[Records contained in a dataset]

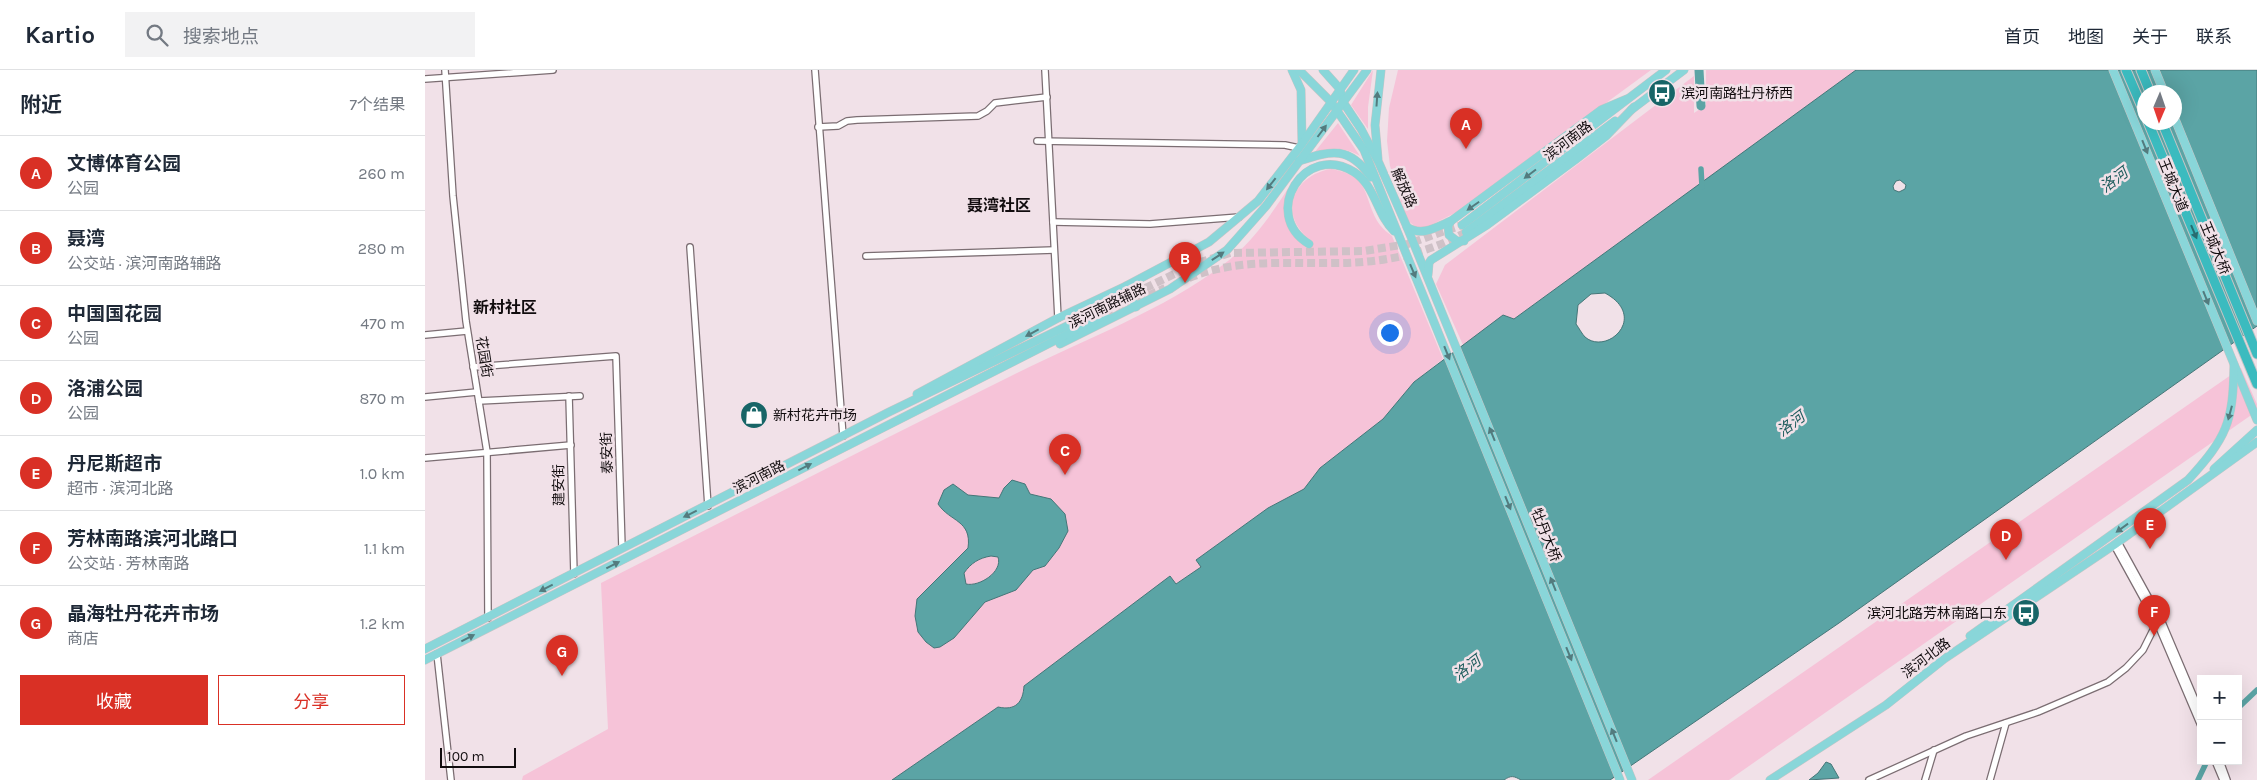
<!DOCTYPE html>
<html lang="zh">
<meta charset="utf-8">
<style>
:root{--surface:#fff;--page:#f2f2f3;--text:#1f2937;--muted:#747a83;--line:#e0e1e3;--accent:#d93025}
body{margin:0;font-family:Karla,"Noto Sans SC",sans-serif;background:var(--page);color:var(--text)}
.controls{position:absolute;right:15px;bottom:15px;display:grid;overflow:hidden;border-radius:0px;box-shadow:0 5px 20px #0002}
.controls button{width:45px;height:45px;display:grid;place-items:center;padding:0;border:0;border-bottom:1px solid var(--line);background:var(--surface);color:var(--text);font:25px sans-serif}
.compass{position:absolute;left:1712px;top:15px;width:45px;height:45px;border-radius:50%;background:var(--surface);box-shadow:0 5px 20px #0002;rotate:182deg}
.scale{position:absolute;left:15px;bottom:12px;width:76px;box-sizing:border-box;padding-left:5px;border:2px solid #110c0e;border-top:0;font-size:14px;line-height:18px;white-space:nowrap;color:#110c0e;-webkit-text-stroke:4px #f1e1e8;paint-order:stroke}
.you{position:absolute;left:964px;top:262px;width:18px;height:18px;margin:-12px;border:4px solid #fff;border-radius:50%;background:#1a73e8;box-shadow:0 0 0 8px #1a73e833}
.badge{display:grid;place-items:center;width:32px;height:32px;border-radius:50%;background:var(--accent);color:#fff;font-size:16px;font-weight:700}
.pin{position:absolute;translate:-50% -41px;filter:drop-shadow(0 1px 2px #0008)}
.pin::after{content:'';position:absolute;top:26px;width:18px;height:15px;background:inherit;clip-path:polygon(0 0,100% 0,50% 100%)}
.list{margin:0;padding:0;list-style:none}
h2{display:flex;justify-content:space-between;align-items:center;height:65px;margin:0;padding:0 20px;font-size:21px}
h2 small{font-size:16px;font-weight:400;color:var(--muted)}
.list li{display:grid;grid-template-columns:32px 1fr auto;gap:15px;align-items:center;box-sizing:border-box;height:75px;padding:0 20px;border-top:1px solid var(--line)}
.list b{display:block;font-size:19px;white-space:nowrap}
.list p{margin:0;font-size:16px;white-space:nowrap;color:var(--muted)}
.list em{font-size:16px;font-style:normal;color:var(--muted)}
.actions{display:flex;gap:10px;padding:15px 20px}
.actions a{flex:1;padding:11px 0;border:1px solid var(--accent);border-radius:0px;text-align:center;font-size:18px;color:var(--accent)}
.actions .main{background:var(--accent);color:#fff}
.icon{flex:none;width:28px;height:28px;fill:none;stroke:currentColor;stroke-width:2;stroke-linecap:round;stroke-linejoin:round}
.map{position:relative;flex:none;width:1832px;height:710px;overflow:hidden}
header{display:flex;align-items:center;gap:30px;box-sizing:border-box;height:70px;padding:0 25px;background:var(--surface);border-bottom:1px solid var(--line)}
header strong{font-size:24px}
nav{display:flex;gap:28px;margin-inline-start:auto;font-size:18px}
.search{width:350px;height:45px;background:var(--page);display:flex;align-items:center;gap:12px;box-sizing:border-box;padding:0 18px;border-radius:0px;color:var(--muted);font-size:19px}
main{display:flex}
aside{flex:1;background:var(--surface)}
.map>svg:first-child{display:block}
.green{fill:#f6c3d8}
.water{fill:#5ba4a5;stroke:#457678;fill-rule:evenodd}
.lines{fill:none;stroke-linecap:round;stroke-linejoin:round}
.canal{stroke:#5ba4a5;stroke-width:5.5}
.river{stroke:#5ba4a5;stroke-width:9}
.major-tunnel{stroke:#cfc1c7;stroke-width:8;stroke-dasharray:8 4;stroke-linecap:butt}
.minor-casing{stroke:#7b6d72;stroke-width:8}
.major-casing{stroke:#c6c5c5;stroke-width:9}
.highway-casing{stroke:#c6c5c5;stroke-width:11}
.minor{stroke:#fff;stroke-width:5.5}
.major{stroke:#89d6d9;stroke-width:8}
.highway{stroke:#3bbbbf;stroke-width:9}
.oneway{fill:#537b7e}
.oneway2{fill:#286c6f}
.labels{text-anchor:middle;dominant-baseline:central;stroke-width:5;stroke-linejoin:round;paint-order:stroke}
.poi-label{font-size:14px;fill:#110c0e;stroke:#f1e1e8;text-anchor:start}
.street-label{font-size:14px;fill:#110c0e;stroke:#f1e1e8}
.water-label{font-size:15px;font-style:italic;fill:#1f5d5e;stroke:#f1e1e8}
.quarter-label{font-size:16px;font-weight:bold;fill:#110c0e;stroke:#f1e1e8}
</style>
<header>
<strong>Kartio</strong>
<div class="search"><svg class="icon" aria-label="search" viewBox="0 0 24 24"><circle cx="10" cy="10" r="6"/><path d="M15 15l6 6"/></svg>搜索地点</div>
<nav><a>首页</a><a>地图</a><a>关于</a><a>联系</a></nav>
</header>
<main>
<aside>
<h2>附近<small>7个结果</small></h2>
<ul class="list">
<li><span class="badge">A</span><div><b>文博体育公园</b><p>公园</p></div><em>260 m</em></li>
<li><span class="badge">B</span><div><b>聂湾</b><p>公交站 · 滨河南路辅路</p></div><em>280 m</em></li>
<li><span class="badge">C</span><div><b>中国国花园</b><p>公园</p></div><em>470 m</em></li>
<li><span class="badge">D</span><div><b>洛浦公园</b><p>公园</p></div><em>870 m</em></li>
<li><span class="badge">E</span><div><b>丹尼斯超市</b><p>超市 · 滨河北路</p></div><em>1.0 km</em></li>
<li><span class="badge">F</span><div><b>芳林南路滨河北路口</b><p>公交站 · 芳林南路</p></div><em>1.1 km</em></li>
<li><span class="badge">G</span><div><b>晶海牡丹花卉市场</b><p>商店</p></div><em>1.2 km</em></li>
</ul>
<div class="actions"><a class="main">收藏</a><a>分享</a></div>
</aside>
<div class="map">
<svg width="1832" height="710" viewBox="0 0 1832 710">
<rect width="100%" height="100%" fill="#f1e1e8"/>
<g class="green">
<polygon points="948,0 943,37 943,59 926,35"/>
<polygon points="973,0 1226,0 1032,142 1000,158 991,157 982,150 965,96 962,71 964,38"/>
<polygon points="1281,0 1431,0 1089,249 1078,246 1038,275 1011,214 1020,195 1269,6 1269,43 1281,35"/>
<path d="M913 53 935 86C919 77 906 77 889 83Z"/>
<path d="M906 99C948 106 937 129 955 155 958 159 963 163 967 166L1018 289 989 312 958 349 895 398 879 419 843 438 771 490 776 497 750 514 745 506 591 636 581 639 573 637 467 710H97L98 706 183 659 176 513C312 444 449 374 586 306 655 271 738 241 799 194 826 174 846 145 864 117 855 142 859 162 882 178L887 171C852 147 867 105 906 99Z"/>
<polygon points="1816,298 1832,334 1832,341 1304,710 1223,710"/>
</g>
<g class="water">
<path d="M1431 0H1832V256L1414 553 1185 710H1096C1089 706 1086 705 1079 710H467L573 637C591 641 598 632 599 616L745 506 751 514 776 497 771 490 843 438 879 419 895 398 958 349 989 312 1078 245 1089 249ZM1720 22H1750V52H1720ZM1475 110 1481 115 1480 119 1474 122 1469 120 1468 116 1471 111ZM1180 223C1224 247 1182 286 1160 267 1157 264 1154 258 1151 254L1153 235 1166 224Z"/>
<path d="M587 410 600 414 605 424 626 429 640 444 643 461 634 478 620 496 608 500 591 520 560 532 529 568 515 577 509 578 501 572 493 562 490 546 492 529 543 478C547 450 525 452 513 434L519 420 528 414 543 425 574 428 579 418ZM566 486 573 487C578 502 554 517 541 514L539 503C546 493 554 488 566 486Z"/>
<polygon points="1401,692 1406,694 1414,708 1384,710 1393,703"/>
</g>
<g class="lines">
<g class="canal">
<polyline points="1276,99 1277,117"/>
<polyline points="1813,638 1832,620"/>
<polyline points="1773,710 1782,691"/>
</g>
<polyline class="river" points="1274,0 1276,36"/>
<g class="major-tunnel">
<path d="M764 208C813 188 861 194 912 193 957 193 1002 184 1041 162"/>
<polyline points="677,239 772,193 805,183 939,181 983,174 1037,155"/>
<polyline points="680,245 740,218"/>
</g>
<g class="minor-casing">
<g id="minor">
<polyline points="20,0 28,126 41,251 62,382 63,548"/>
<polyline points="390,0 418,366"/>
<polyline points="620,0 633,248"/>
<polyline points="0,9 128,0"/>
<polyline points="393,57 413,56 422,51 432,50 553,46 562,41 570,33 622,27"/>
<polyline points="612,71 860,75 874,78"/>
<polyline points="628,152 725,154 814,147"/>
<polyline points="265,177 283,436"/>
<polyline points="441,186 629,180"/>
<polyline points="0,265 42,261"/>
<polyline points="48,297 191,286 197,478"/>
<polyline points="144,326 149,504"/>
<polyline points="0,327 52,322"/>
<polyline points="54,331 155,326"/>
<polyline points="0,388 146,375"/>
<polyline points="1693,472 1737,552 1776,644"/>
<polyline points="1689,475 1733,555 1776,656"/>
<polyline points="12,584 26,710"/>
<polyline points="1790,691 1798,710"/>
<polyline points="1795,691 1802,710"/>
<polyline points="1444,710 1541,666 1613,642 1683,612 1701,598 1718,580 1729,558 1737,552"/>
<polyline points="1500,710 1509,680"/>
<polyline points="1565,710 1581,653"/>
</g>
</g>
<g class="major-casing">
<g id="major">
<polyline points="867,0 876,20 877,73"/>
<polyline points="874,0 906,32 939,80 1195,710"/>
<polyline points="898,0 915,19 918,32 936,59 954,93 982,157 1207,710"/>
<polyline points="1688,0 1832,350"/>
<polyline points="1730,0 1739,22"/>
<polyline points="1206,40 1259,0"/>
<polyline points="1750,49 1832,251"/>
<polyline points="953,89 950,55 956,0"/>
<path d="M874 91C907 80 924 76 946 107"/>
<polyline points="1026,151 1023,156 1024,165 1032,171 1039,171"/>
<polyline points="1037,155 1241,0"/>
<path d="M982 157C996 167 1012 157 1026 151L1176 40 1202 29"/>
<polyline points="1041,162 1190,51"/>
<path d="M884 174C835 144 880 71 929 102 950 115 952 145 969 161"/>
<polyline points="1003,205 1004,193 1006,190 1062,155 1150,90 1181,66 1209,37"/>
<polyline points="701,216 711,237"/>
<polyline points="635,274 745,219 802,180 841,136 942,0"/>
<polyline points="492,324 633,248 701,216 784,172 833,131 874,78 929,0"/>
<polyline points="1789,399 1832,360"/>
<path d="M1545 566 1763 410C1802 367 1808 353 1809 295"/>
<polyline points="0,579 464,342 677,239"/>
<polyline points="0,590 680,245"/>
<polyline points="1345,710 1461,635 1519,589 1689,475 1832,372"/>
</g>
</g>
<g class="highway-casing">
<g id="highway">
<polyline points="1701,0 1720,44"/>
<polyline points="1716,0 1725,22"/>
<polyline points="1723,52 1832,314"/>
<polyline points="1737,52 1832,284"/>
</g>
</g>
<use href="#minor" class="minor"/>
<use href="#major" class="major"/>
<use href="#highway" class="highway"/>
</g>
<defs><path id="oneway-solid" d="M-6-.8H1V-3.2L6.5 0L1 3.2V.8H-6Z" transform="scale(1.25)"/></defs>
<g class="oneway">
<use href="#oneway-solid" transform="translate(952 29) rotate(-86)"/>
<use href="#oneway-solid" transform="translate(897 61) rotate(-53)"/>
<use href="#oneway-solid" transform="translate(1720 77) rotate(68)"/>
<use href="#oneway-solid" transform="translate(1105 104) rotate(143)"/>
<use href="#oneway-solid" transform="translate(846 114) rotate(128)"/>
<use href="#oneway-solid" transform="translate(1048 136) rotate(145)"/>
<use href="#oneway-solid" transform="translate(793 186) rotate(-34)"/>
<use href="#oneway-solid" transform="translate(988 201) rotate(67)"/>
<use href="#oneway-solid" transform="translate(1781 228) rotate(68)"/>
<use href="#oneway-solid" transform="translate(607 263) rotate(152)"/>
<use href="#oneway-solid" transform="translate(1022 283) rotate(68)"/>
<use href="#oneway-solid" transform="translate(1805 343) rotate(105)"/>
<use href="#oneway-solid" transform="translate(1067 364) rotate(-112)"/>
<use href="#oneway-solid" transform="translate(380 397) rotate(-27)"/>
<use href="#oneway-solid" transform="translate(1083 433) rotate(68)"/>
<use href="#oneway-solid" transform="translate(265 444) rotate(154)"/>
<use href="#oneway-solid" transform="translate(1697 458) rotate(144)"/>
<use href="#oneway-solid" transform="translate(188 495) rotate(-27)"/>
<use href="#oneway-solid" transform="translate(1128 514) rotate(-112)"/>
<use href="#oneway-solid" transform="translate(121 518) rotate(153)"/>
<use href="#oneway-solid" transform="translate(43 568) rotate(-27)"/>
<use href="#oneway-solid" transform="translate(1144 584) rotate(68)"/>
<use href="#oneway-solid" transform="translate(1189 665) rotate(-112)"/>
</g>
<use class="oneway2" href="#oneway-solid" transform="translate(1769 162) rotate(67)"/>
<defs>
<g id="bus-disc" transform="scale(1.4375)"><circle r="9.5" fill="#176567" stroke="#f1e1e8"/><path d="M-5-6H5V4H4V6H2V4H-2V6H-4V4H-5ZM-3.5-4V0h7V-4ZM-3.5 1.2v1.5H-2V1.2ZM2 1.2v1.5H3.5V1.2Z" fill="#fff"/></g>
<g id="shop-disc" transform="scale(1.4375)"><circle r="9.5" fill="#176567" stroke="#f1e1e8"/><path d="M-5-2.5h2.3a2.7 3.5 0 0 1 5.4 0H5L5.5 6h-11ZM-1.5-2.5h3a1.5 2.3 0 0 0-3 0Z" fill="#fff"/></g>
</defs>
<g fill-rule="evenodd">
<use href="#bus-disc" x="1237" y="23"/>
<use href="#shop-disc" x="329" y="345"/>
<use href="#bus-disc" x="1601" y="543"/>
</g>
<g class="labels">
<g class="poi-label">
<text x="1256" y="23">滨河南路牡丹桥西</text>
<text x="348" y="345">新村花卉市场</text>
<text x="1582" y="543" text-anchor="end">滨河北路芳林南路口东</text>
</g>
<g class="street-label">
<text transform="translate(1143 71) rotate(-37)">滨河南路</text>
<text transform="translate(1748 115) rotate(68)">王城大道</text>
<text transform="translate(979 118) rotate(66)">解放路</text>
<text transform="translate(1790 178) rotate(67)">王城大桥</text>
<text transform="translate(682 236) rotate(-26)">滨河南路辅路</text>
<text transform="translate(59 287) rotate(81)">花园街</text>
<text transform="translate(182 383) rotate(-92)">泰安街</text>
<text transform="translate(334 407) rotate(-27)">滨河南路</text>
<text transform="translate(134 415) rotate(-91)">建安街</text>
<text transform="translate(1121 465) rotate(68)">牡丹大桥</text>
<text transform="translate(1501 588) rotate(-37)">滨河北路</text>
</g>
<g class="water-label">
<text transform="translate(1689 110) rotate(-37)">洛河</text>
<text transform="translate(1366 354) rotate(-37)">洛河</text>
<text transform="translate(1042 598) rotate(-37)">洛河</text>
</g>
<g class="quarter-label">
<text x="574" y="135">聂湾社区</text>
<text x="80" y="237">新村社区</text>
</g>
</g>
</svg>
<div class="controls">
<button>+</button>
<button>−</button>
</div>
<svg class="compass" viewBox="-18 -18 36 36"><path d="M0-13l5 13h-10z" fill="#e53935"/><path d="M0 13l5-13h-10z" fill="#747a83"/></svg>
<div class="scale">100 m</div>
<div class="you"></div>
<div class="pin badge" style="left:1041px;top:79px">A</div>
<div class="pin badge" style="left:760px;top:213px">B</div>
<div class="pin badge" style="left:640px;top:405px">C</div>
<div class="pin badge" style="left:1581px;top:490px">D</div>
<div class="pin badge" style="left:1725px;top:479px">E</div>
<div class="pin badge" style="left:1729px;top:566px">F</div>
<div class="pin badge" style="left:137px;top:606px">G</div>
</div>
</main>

-- The problem --
Which lines of the data contain the word "rule"? Copy each one.

-- Response to this task --
.water{fill:#5ba4a5;stroke:#457678;fill-rule:evenodd}
<g fill-rule="evenodd">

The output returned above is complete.